→ **What the exercise asks**
How many lines in the data below include the word "speed"? State the number alone.

→ **Record extracts**
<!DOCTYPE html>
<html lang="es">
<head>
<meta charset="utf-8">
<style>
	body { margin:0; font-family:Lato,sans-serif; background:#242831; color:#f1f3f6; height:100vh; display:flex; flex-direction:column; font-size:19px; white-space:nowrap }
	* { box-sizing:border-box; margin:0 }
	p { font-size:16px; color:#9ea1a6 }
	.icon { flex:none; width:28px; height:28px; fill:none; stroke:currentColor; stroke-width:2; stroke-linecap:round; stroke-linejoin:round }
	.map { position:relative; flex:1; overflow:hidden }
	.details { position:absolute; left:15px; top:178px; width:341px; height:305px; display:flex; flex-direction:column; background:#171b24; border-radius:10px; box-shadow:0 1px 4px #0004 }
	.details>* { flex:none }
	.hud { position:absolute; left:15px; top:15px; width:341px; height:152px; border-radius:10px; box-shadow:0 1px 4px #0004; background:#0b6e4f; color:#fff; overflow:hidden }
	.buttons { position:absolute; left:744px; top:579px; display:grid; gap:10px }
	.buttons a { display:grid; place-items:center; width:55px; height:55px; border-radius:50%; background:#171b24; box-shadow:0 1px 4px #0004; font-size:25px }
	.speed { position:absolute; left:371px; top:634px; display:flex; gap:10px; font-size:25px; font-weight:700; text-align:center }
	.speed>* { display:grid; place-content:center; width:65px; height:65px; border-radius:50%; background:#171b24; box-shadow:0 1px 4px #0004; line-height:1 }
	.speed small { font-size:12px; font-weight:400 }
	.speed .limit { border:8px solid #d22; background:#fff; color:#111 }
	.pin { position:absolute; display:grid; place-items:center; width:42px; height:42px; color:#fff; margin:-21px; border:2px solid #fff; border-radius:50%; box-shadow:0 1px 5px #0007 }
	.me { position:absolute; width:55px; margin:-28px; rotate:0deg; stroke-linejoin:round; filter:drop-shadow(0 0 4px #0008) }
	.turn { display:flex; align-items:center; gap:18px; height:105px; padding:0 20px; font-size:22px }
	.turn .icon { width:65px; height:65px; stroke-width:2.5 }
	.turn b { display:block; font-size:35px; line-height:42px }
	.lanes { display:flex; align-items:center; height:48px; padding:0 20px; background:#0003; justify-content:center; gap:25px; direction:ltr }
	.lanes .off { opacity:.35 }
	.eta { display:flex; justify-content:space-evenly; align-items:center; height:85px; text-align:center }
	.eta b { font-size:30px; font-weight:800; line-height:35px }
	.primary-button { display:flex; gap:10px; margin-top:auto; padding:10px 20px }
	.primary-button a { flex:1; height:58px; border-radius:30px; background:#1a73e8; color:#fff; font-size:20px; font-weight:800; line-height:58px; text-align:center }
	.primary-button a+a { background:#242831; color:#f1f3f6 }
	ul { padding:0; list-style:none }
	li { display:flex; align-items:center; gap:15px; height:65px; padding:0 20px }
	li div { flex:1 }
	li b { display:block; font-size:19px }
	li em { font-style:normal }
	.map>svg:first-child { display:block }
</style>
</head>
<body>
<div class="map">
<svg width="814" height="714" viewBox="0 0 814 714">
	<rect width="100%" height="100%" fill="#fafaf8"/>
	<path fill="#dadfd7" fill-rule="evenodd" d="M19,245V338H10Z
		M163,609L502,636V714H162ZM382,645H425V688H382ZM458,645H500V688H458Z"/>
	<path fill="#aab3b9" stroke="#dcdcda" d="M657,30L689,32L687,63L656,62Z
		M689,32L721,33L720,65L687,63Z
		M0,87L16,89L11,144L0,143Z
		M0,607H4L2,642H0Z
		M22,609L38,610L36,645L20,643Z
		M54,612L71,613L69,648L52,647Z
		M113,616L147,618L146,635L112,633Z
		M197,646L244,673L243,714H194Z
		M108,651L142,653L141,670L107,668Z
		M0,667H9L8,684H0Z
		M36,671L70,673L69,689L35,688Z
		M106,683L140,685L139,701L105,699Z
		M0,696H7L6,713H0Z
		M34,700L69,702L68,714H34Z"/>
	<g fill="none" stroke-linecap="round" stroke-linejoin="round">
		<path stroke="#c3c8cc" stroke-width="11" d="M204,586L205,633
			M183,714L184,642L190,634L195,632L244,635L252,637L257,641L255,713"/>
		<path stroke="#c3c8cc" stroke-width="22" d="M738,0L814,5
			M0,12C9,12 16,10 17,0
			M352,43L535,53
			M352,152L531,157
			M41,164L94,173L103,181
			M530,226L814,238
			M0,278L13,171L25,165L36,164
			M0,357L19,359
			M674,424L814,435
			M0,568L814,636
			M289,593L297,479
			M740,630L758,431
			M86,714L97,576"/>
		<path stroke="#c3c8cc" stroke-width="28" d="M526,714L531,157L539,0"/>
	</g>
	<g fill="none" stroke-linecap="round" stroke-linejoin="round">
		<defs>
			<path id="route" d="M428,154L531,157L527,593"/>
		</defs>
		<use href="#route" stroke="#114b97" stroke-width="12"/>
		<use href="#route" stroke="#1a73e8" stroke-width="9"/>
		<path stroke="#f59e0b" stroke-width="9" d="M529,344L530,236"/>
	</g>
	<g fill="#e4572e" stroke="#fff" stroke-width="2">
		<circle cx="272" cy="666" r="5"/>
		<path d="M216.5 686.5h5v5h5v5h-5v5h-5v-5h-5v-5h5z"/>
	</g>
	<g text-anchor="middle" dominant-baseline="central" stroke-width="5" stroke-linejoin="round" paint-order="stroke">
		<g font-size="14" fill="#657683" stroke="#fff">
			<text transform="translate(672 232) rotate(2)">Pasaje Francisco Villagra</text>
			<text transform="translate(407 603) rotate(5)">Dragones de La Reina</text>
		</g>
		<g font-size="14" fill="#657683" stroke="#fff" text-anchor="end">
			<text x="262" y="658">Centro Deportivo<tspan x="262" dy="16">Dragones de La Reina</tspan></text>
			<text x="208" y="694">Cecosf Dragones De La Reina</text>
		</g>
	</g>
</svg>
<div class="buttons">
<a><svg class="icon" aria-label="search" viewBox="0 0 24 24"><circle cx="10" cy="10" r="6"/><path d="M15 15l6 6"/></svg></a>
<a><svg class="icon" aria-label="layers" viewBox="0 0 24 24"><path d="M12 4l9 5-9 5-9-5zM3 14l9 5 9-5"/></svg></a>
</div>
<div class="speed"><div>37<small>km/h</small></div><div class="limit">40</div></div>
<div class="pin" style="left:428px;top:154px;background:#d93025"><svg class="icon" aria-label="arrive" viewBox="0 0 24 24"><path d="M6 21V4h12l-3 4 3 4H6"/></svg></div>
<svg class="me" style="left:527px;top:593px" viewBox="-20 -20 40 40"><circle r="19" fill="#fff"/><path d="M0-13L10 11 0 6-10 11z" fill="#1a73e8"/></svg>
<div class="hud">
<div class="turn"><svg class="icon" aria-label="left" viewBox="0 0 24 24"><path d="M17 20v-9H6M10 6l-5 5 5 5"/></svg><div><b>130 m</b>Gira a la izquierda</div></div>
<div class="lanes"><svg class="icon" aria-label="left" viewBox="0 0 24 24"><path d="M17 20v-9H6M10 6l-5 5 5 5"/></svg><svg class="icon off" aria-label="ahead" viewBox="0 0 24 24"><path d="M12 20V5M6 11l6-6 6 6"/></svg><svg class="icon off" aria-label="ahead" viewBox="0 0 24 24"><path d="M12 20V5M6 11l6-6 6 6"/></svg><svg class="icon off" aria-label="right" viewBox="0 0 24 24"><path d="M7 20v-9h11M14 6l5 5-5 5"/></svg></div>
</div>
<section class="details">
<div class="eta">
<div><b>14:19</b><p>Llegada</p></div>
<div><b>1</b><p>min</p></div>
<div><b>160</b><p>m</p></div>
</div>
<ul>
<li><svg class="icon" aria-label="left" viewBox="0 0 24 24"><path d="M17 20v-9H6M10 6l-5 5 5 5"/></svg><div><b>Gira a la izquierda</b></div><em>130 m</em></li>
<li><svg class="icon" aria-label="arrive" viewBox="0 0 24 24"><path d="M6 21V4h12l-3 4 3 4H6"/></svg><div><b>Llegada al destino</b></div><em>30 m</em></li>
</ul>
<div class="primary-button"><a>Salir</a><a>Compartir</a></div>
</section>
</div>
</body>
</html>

→ **Answer to this task**
5